When you simplify square roots, you are reorganizing the expression to make it simpler and easier to understand. Square roots that involve perfect squares can be broken down further.
For example, if you have the square root of 18, you can simplify it by finding the factors of 18 that include a perfect square.

• 18 can be factored into 9 and 2.
• Here, 9 is a perfect square, because its square root is a whole number: \( \sqrt{9} = 3 \).
• Thus, \( \sqrt{18} = \sqrt{9 \times 2} = \sqrt{9} \times \sqrt{2} = 3\sqrt{2} \).

Breaking numbers into components with perfect squares allows you to simplify the expression effectively. This approach makes it easier to deal with calculations involving square roots.

A radical expression includes values that are under a radical sign, typically a square root. These expressions can combine numbers and variables.
When simplifying radical expressions, the goal is to remove any factors that are perfect squares from underneath the square root.

• When you have a term like \( \sqrt{x^2 \cdot y} \), it can be simplified to \( x\sqrt{y} \), assuming \( x \) is non-negative.
• This approach cuts down on complexity and makes calculations with these expressions more manageable.
• You can also combine like terms if radical expressions share the same radical part. For example, \( 3\sqrt{2} + 5\sqrt{2} = 8\sqrt{2} \).

Understanding how to manage radical expressions is crucial for handling more complex algebraic expressions.

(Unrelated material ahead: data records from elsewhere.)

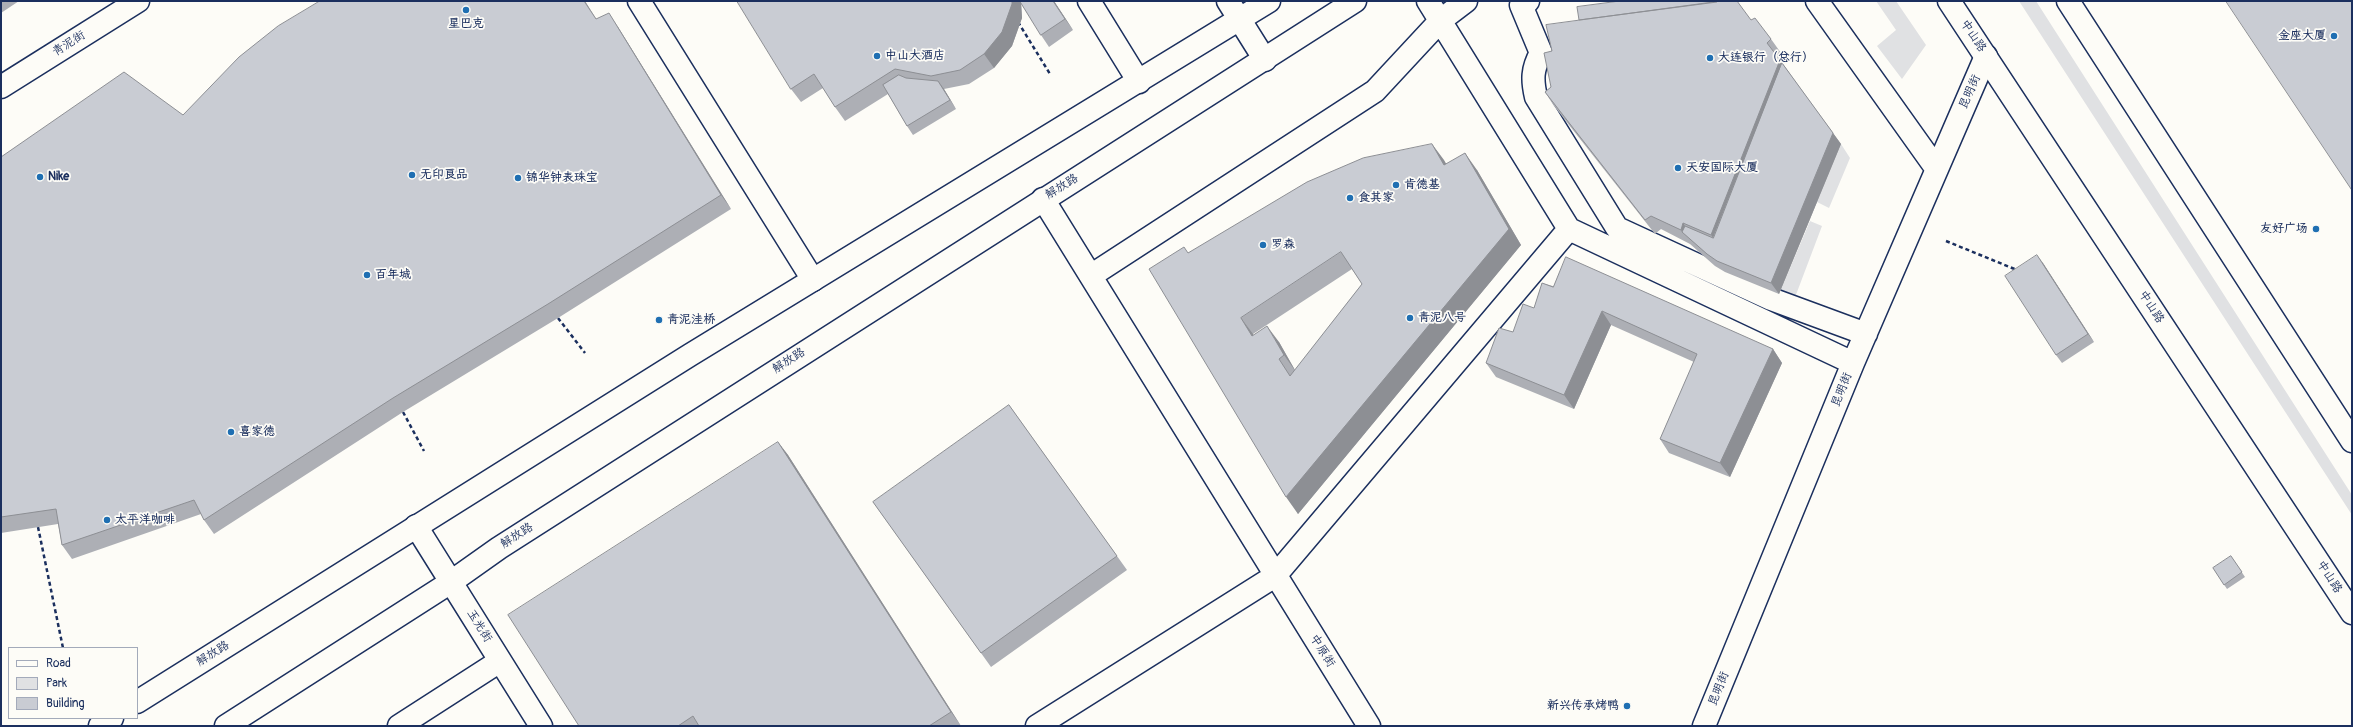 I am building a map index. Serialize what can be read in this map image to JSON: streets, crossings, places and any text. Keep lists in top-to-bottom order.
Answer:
{
  "streets": {
    "main road": [
      "中山路",
      "青泥街",
      "昆明街",
      "解放路",
      "玉光街",
      "中原街"
    ]
  },
  "crossings": [
    ["中山路", "昆明街"],
    ["解放路", "玉光街"],
    ["解放路", "中原街"]
  ],
  "places": [
    "星巴克",
    "金座大厦",
    "中山大酒店",
    "大连银行（总行）",
    "天安国际大厦",
    "无印良品",
    "Nike",
    "锦华钟表珠宝",
    "肯德基",
    "食其家",
    "友好广场",
    "罗森",
    "百年城",
    "青泥八号",
    "青泥洼桥",
    "喜家德",
    "太平洋咖啡",
    "新兴传承烤鸭"
  ],
  "legend": ["Road", "Park", "Building"]
} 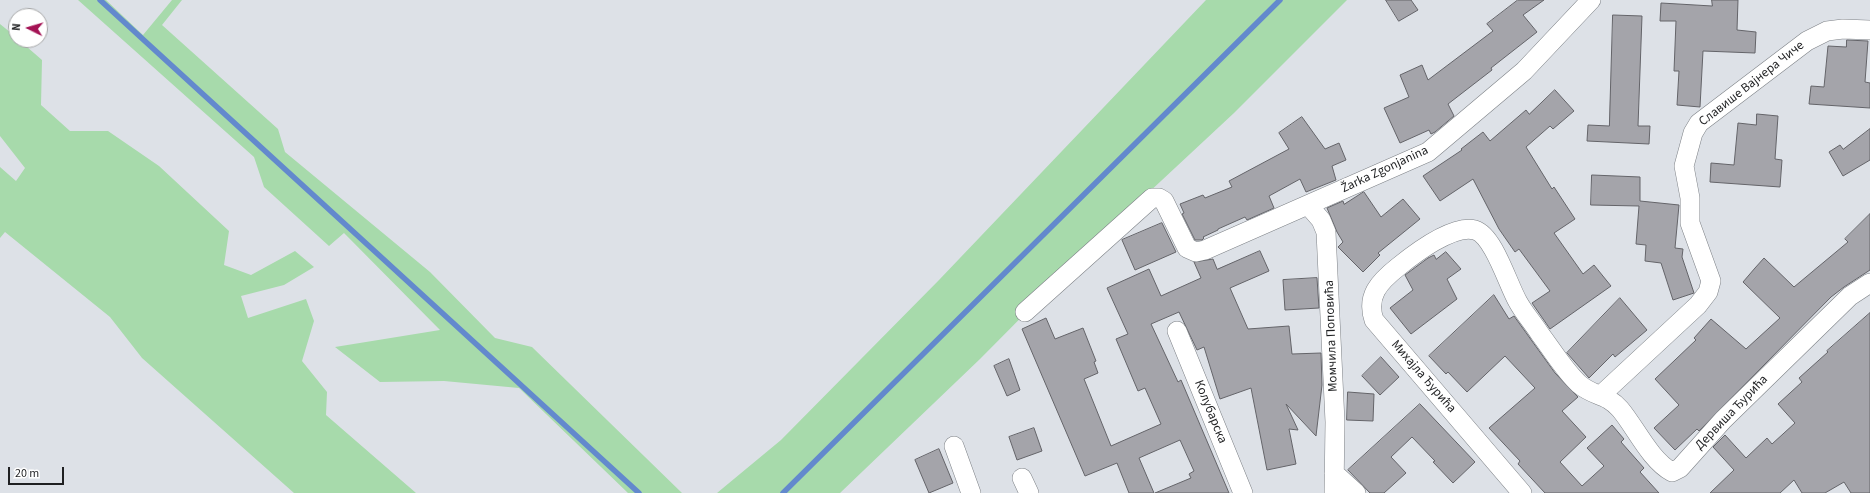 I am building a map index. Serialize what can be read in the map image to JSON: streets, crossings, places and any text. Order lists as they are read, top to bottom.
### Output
{
  "streets": {
    "street": [
      "Славише Вајнера Чиче",
      "Žarka Zgonjanina",
      "Момчила Поповића",
      "Михајла Ђурића",
      "Колубарска",
      "Дервиша Ђурића"
    ]
  },
  "crossings": [
    ["Славише Вајнера Чиче", "Дервиша Ђурића"],
    ["Žarka Zgonjanina", "Момчила Поповића"],
    ["Михајла Ђурића", "Дервиша Ђурића"]
  ],
  "scale_bar": "20 m",
  "north": "left"
}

When multiplying radicals, the process is straightforward: multiply the coefficients and the radicands separately before simplifying.
Consider the multiplication of two radical terms: \((3\sqrt{3})(2\sqrt{6})\).

• First, multiply the coefficients: 3 and 2, which gives 6.
• Then, multiply the radicands: \(\sqrt{3} \times \sqrt{6} = \sqrt{18} \).
• Simplify the result if possible: \(6\sqrt{18} \).

As shown in the simplification step, \(\sqrt{18} \) can be reduced to \(3\sqrt{2} \). Finally, multiply back: \(6 \times 3\sqrt{2} = 18\sqrt{2}\).
This method of breaking down and simplifying each part as you go helps make complex radical multiplications easier to solve.